Points Smyth believes are now relevant:
- The South African GDP annualised growth rate is now growing at a dismal 0,6% and is likely to continue at that level for the remainder of the year.
- At the same time the consumer price inflation is expected to be close to 7% this year, largely because of the drought and high fuel costs.
- The household sector is experiencing ongoing financial pressure.
“When one looks at ABSA’s latest household debt and debt servicing figures in relation to incomes,” said Smyth, “it is clear that the South African consumer is battling. Household debt now comprises about 79% of household income, a figure that is far too high for an emerging economy – and in general, debtors are defaulting more often and taking longer to pay off their loans. Although the growth in household expenditure has slowed to only 1,6%, savings have declined noticeably and it is regrettably true that almost half of South Africa’s supposedly creditworthy population are black listed as regards big loans.”

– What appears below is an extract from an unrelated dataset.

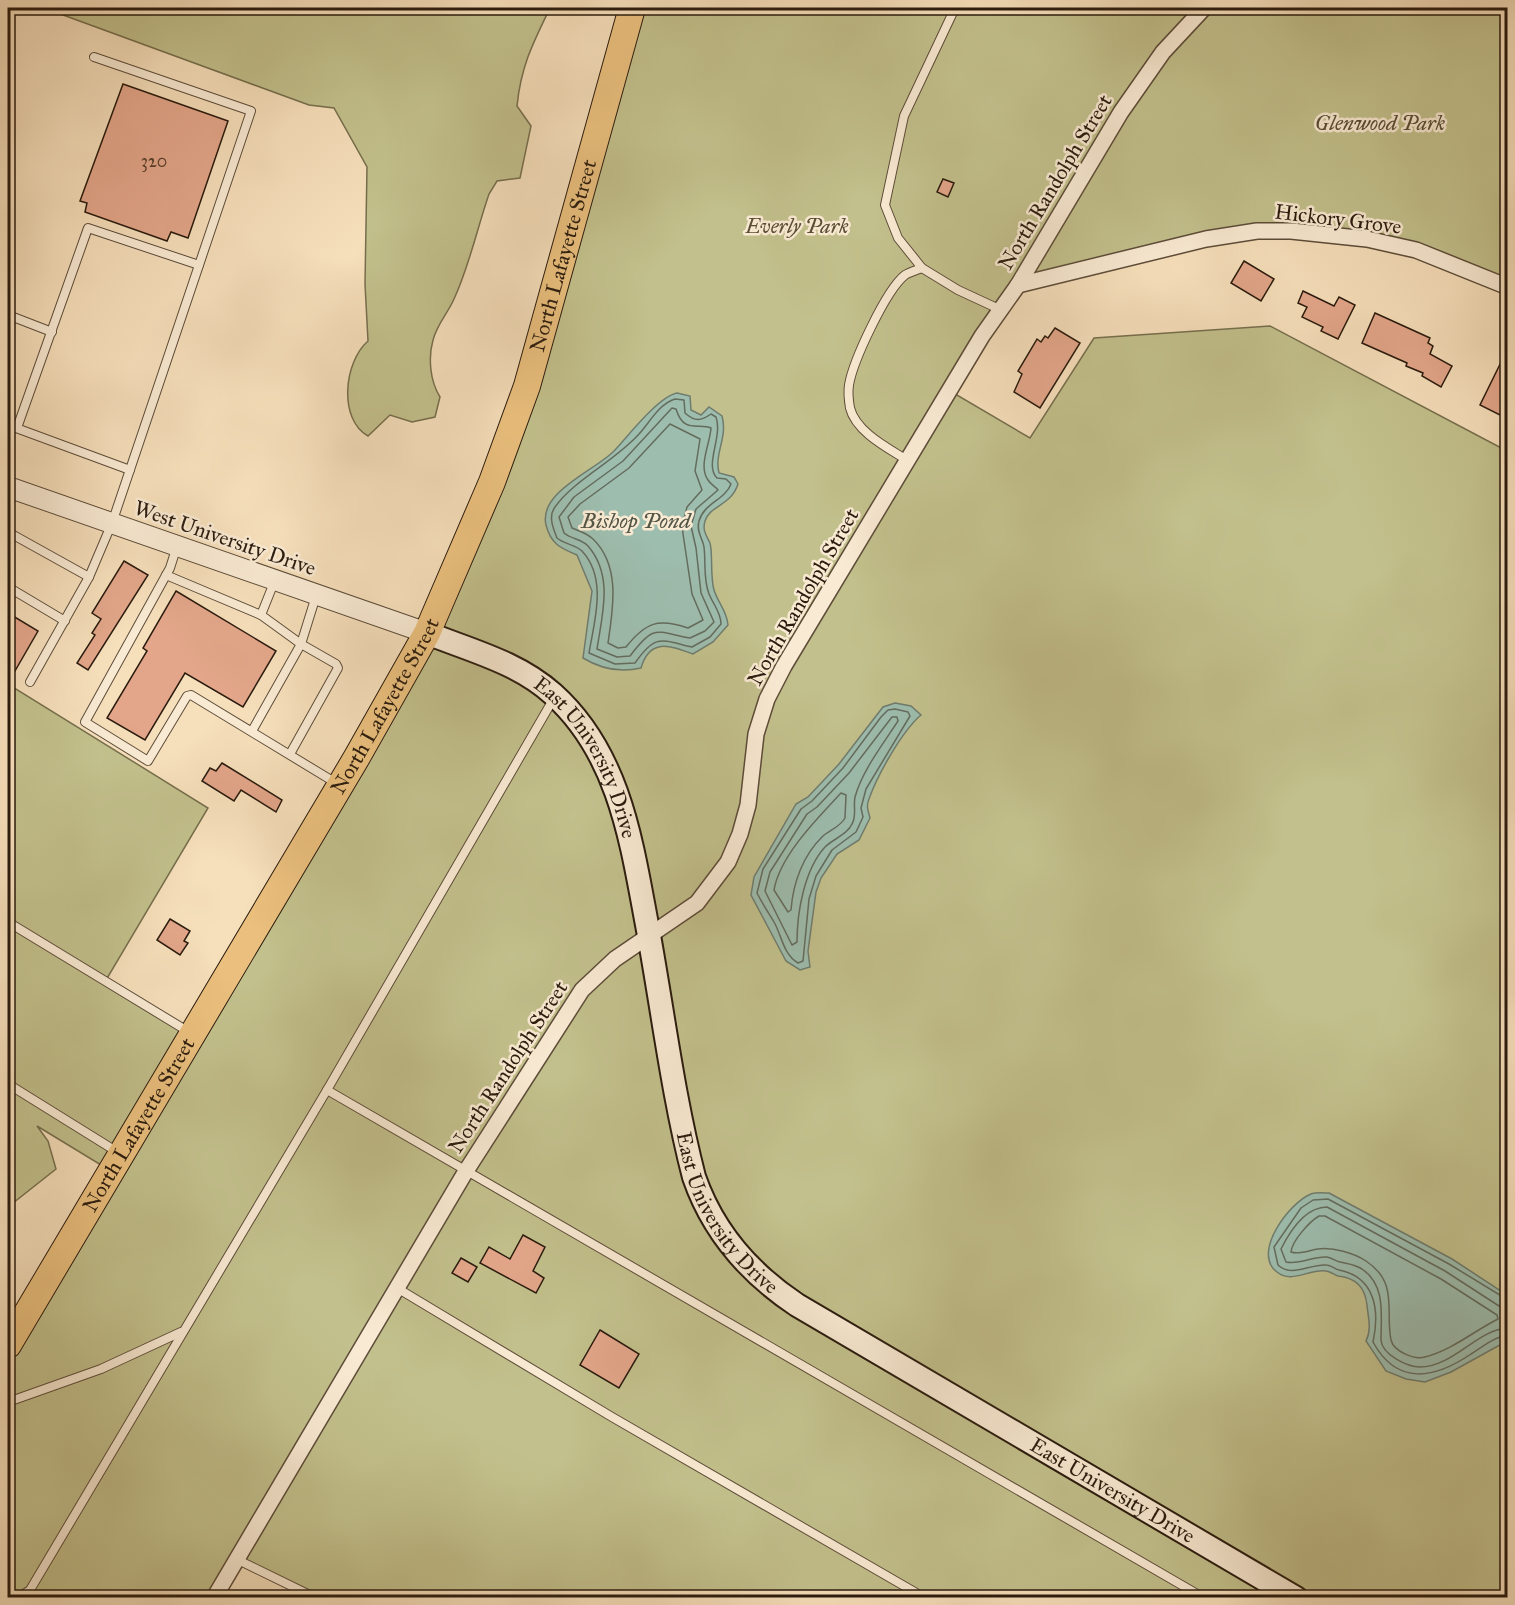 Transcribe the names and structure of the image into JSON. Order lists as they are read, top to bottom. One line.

ABSA, said Smyth, have also made it clear that the amount of housing funded by mortgage repayments has continued throughout this year to deteriorate.

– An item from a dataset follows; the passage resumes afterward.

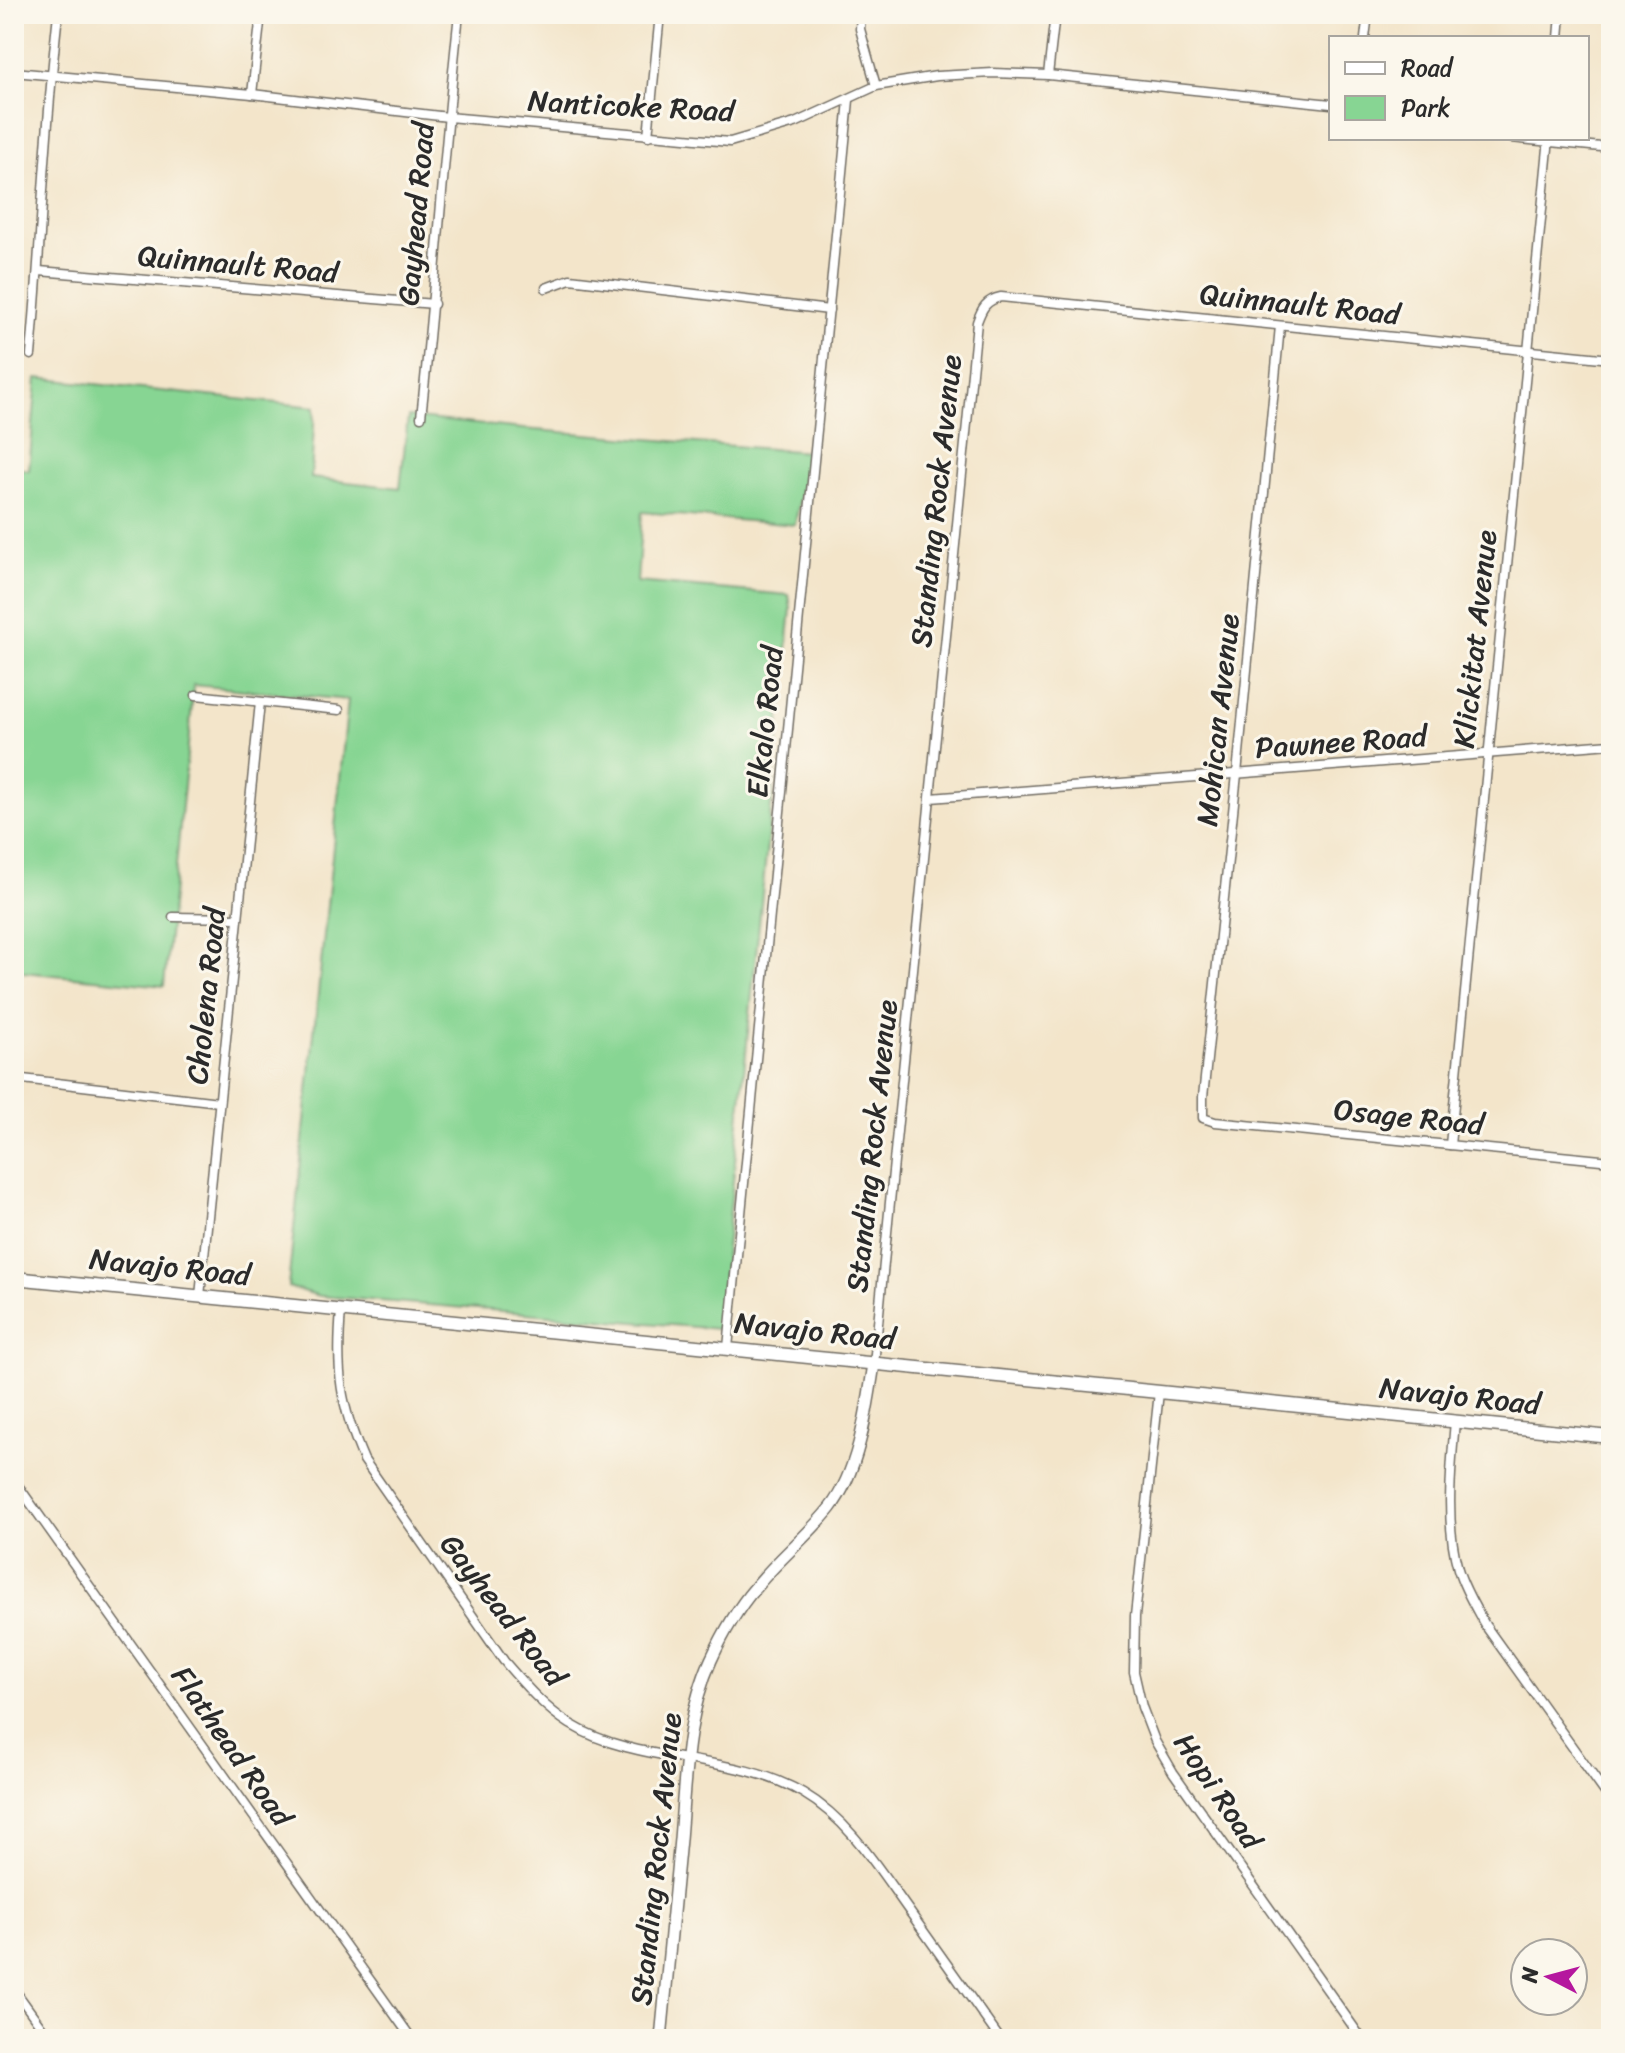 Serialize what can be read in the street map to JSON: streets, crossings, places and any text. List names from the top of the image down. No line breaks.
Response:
{"streets":{"main road":["Navajo Road"],"street":["Nanticoke Road","Gayhead Road","Quinnault Road","Standing Rock Avenue","Klickitat Avenue","Mohican Avenue","Elkalo Road","Pawnee Road","Cholena Road","Osage Road","Flathead Road","Hopi Road"]},"crossings":[["Nanticoke Road","Gayhead Road"],["Nanticoke Road","Elkalo Road"],["Gayhead Road","Quinnault Road"],["Gayhead Road","Standing Rock Avenue"],["Gayhead Road","Navajo Road"],["Quinnault Road","Standing Rock Avenue"],["Quinnault Road","Klickitat Avenue"],["Quinnault Road","Mohican Avenue"],["Standing Rock Avenue","Pawnee Road"],["Standing Rock Avenue","Navajo Road"],["Klickitat Avenue","Pawnee Road"],["Klickitat Avenue","Osage Road"],["Mohican Avenue","Pawnee Road"],["Mohican Avenue","Osage Road"],["Elkalo Road","Navajo Road"],["Cholena Road","Navajo Road"],["Navajo Road","Hopi Road"]],"legend":["Road","Park"],"north":"left"}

What, therefore, as Smyth sees them, are the encouraging factors in the current situation?
From a buyer’s viewpoint, he said, the very marked slowdown in house price growth to 4,7% this year and a projected 4,3% for 2017 will inevitably open up the market to some who right now are debarred by lack of resources. This is particularly the case in the luxury home market which flourished in 2014/2015 but is now showing close to 0% growth. Even in the popular middle segment, growth of ± 5% will before the end of this year create new opportunities for buyers.
Coupled to these facts, said Smyth, is a steadily growing appreciation among lower income earners and township residents of the value of home ownership.

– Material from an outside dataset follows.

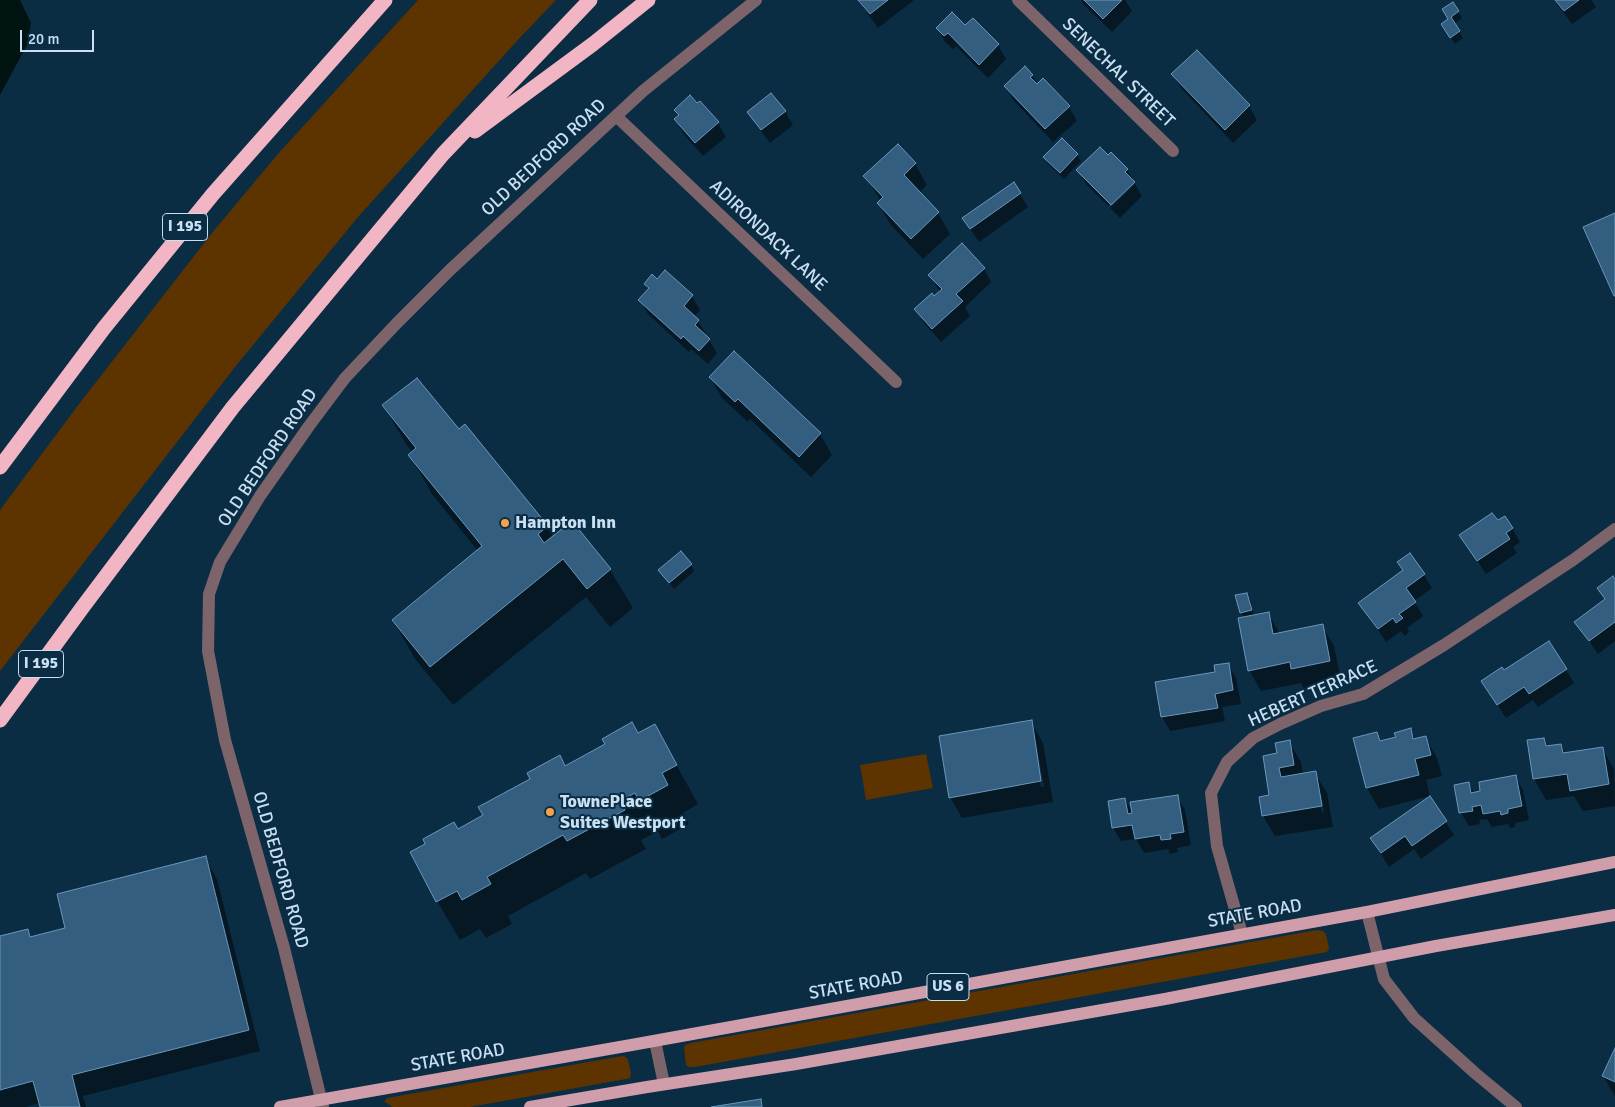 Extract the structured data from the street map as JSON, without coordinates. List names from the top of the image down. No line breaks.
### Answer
{"streets":{"highway":["I 195"],"main road":["STATE ROAD","US 6"],"street":["SENECHAL STREET","OLD BEDFORD ROAD","ADIRONDACK LANE","HEBERT TERRACE"]},"crossings":[["OLD BEDFORD ROAD","ADIRONDACK LANE"],["OLD BEDFORD ROAD","STATE ROAD"],["HEBERT TERRACE","STATE ROAD"]],"places":["Hampton Inn","TownePlace Suites Westport"],"scale_bar":"20 m"}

“Nowhere in South Africa have house prices fared as well and resisted downturns as effectively as they have done in the former township suburbs. Here the growth is currently up to 11.90%.”
Also encouraging, said Smyth, is the surprising rise in coastal region properties, particularly those of the Cape, Southern Cape and the Hibiscus Coast (north of Durban). Here, he said, house values are growing by 8% per annum and there appears to be no end to the trend. This rise in house price growth is largely fuelled by the belief that the local government and security services in the coastal areas tend to be better than those inland.
Smyth concluded his remarks by quoting what Allister Sparks, former editor of the Rand Daily Mail and an international award winner for journalism, said at the recent Franschhoek Literary Festival.
“Mr Sparks commented that South Africa had come through so many difficult periods already that it seemed to have gained an inborn resilience and an ability to ride out extremely difficult times. There can be no doubt that current times, with the economy being in such a parlous state, are difficult – but I go along with Mr Sparks in believing that we have the backbone in the country and the housing sector to overcome all these obstacles and I predict that by the end of 2018 average house price growth across all segments will again be in a marked upward trajectory.”